• **MATERIAL SUPPLIED**
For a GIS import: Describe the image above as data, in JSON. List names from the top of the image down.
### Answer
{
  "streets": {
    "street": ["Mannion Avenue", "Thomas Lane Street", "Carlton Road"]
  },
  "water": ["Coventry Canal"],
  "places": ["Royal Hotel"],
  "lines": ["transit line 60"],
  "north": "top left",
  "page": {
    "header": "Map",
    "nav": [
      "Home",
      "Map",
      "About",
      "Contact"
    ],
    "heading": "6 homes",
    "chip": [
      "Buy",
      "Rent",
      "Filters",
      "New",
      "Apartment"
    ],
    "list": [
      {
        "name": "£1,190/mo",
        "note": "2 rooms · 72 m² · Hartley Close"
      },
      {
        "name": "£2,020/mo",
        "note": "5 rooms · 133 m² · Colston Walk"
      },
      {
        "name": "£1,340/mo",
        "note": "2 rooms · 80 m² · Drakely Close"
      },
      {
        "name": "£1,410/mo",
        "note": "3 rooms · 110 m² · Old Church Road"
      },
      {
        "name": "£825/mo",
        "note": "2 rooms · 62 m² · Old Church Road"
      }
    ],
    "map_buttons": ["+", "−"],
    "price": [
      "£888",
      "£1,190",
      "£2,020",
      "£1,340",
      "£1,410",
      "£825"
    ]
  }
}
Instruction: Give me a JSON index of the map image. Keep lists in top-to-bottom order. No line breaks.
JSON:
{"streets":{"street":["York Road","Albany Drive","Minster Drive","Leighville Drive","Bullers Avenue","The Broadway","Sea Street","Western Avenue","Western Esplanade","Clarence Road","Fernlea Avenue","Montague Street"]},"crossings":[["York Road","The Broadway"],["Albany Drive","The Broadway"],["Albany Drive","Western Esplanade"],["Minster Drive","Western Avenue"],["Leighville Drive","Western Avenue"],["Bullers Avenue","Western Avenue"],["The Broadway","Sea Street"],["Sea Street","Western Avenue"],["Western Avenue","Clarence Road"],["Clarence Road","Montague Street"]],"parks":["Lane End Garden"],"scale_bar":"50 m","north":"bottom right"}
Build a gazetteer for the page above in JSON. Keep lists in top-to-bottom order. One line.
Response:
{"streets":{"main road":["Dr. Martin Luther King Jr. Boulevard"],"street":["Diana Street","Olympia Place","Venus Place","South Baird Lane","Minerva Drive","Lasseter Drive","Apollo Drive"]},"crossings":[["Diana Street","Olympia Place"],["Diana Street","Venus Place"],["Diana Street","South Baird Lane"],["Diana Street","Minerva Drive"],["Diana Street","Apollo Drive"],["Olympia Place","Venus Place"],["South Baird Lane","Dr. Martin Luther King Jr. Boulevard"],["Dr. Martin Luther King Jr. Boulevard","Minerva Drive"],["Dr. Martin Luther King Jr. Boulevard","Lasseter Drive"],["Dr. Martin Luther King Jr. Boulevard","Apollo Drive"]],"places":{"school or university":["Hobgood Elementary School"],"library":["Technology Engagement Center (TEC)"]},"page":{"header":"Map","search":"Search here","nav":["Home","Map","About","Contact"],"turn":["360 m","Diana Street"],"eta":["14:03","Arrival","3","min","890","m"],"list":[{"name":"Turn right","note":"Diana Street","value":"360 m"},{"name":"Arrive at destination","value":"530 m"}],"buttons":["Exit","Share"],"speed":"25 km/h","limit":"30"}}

• **WHAT YOU HAVE TO DO**
In the data above, find the line that contains "Instruction: Give me", then reproduce exactly every line from the first line through that line.

• **OUTPUT BELOW**
For a GIS import: Describe the image above as data, in JSON. List names from the top of the image down.
### Answer
{
  "streets": {
    "street": ["Mannion Avenue", "Thomas Lane Street", "Carlton Road"]
  },
  "water": ["Coventry Canal"],
  "places": ["Royal Hotel"],
  "lines": ["transit line 60"],
  "north": "top left",
  "page": {
    "header": "Map",
    "nav": [
      "Home",
      "Map",
      "About",
      "Contact"
    ],
    "heading": "6 homes",
    "chip": [
      "Buy",
      "Rent",
      "Filters",
      "New",
      "Apartment"
    ],
    "list": [
      {
        "name": "£1,190/mo",
        "note": "2 rooms · 72 m² · Hartley Close"
      },
      {
        "name": "£2,020/mo",
        "note": "5 rooms · 133 m² · Colston Walk"
      },
      {
        "name": "£1,340/mo",
        "note": "2 rooms · 80 m² · Drakely Close"
      },
      {
        "name": "£1,410/mo",
        "note": "3 rooms · 110 m² · Old Church Road"
      },
      {
        "name": "£825/mo",
        "note": "2 rooms · 62 m² · Old Church Road"
      }
    ],
    "map_buttons": ["+", "−"],
    "price": [
      "£888",
      "£1,190",
      "£2,020",
      "£1,340",
      "£1,410",
      "£825"
    ]
  }
}
Instruction: Give me a JSON index of the map image. Keep lists in top-to-bottom order. No line breaks.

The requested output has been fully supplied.